Eshita Kabra-Davies came up with the idea for By Rotation while scrolling through Instagram, trying to find outfit inspiration for her honeymoon. “I wanted to wear all these glamorous clothes that I saw these women wearing,” she says. They were the sorts of items that were hard to find on platforms like Rent the Runway, with their set inventories. “So I thought, why not come up with a platform where you could pay people to borrow their style?”

Users can scroll through the By Rotation app to find items they’d like to borrow, or put items from their own wardrobe up for rent.

For it to work, getting people comfortable with the idea of lending their clothes out to complete strangers has been essential. At first, Kabra-Davis says she enlisted friends and employees to put their clothes on the app, but as time has gone on the focus has shifted to highlighting the experiences of lenders on the platform — including how much money they can make. “Once people see regular people making this kind of money, that’s when they know they can do it too,” she says, adding that some of By Rotation's top users are pulling in around £2,000 ($2,700) a month from renting out the clothes in their closets.

There are currently 16,000 items listed on the app, which Kabra-Davies estimates have a total retail value of £6.7 million ($9 million).

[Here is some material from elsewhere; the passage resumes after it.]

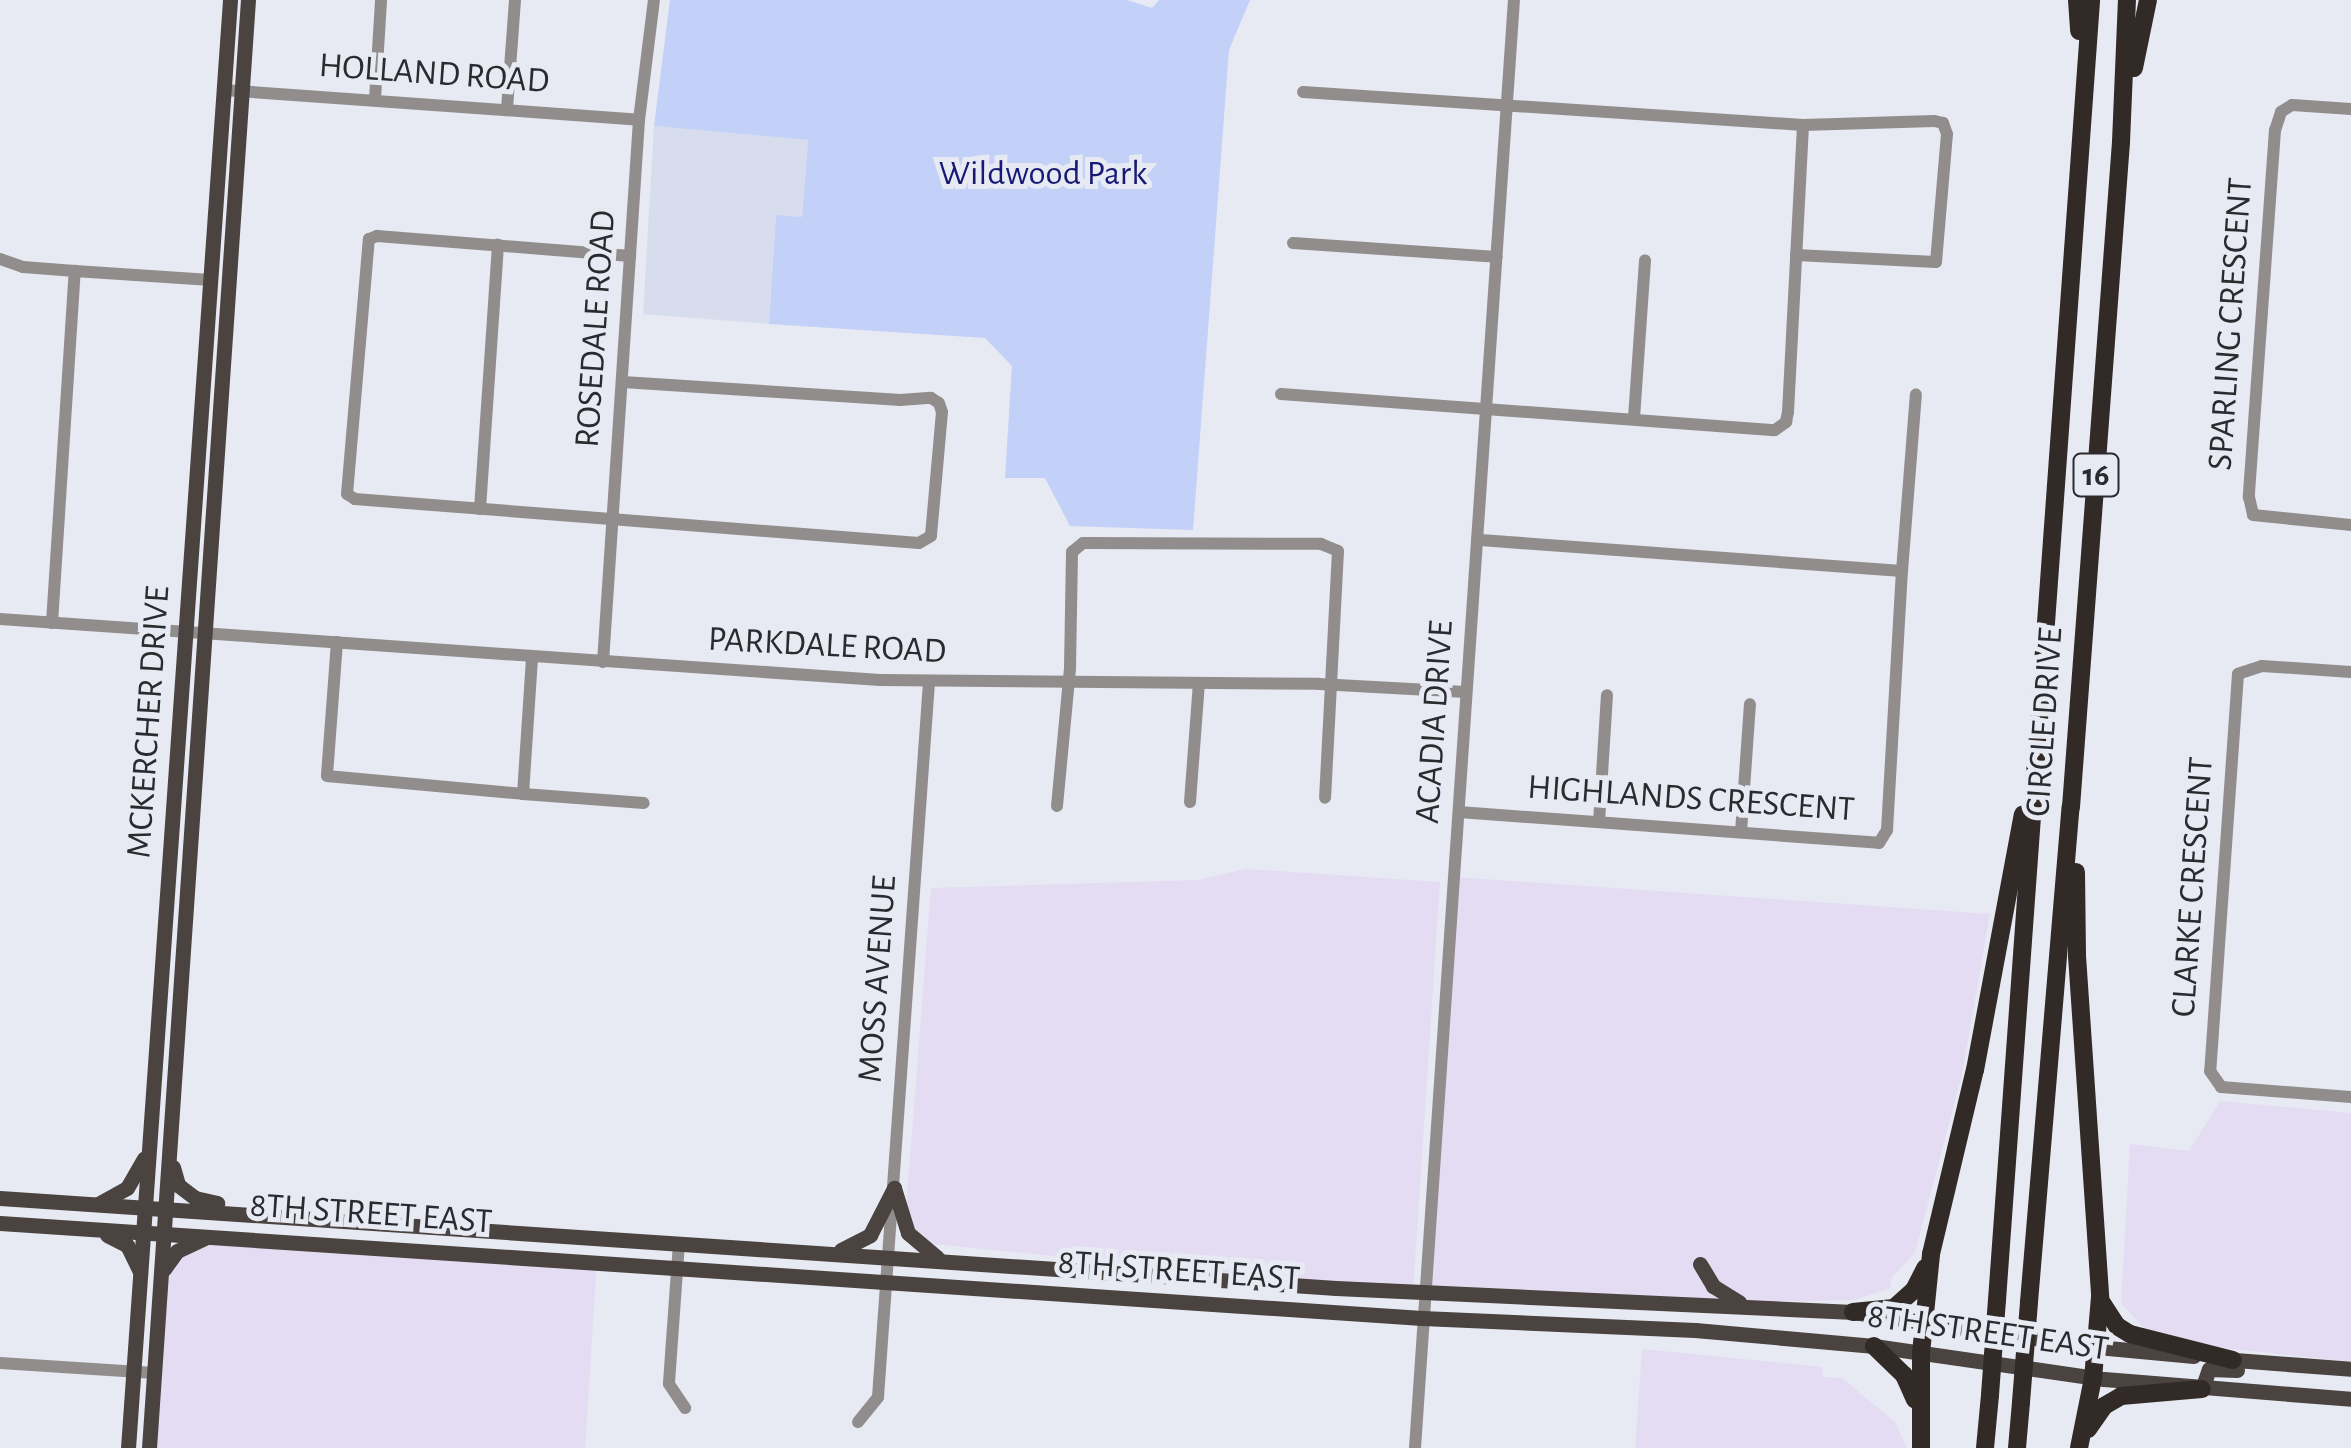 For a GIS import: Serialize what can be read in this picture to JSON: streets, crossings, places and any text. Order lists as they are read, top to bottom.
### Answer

She says 75% of first-time lenders go on to list five more items on the platform.

By Rotation takes a 15% commission from both the lender and the renter on each transaction, and because its users handle the cleaning and posting of the clothes, its overhead is much smaller than others in the fashion rental market.

“All the incumbents in fashion rental have focused on owning and managing inventory,” she says. “Whereas for us, the focus is on technology and building a community.”

Seasons, which launched in 2019, is a fashion rental platform for men. (Photo: Seasons)

Season: Fashion rental for men

While Rent the Runway has been busy getting women to think about renting rather than buying clothes, men have been hacking together their own methods to rotate what’s in their wardrobes.

“It’s a lot of what you see in the second-hand market,” says Regy Perlera, the cofounder of men’s fashion rental platform Seasons. “It’s this behavior [where] I buy something, I love it, I fall out of love with it, and in order to make room and make a little extra cash I sell it on Grail, Depop, the Real Real, places like that.”

He says this method is, essentially, just a more complicated version of rental. Seasons, which launched in 2019 following a $4.3 million funding round, aims to simplify this process. Perlera says that his own calculations conservatively put the market for men’s fashion rental in the U.S. at $5 billion, but he expects this number to grow as younger consumers increase their purchase power and become more familiar with the idea.

Perlera says Seasons' business model is “very much a work in progress” as it works to improve its margins. “Through Covid, we realized a couple of things,” Perlera says. “The biggest was that we were subsidizing too much of the service — we were eating up a ton of costs like shipping, dry cleaning and all of these things.”

To start with, Seasons let people rent up to a certain number of items per month for a flat subscription fee. Today, the pricing structure is completely different: users now pay a $20 “access fee” (that is credited towards any rental purchase), while individual items have their own 30-day rental price. Consumers can also buy items outright, with the amount they pay each month to rent the item going towards the retail cost.

“It’s a much more sustainable way to approach this,” Perlera says. “It allows us to introduce other categories like accessories, t-shirts, things like that, which are [now] priced much more favorably.”